* **Work item**
The answer should be each line from the entries below that has the word "Réservoir" in it.

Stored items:
:::
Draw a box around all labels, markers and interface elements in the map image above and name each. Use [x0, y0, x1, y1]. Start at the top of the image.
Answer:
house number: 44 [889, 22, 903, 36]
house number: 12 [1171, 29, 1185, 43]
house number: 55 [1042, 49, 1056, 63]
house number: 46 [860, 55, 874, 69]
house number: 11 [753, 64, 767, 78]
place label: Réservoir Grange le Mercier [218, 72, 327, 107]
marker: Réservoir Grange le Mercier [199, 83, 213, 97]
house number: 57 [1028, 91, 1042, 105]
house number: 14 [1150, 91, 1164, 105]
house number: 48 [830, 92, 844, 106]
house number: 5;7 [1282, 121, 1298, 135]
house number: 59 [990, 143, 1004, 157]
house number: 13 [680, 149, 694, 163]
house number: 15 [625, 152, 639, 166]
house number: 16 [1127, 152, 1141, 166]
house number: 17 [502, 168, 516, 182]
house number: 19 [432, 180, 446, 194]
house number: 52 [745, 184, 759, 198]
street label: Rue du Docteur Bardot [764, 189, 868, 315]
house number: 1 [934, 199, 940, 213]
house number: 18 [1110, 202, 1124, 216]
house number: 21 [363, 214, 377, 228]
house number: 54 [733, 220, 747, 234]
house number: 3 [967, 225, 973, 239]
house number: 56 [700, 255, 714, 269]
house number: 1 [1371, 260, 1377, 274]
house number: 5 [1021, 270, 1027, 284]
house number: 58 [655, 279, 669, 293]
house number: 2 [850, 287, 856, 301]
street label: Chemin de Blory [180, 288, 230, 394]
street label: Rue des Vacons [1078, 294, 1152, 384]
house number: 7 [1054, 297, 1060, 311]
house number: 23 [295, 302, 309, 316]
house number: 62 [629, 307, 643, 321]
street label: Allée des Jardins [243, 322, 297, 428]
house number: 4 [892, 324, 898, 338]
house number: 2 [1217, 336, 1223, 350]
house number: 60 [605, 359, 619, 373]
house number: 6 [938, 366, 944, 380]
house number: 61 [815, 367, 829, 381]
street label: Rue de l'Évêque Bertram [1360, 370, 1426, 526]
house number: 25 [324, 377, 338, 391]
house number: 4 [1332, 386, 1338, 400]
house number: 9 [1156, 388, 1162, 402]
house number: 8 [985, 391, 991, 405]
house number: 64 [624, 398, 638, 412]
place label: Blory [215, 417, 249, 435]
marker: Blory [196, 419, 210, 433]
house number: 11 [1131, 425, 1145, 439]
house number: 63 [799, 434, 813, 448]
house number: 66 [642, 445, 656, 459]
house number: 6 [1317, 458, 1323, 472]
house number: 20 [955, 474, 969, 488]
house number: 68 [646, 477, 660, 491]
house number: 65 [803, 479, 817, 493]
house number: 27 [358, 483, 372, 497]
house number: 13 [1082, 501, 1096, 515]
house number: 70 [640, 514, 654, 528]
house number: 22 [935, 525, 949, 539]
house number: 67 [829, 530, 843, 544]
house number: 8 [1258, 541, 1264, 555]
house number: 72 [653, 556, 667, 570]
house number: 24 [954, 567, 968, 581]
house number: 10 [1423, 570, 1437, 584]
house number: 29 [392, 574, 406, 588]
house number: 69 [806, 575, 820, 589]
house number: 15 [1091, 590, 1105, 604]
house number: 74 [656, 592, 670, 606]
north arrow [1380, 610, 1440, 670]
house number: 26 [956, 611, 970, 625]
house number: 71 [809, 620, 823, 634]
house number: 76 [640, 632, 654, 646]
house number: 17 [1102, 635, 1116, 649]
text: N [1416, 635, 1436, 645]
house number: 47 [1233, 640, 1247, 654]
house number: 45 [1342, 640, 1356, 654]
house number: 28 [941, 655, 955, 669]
:::
* **Expected answer**
place label: Réservoir Grange le Mercier [218, 72, 327, 107]
marker: Réservoir Grange le Mercier [199, 83, 213, 97]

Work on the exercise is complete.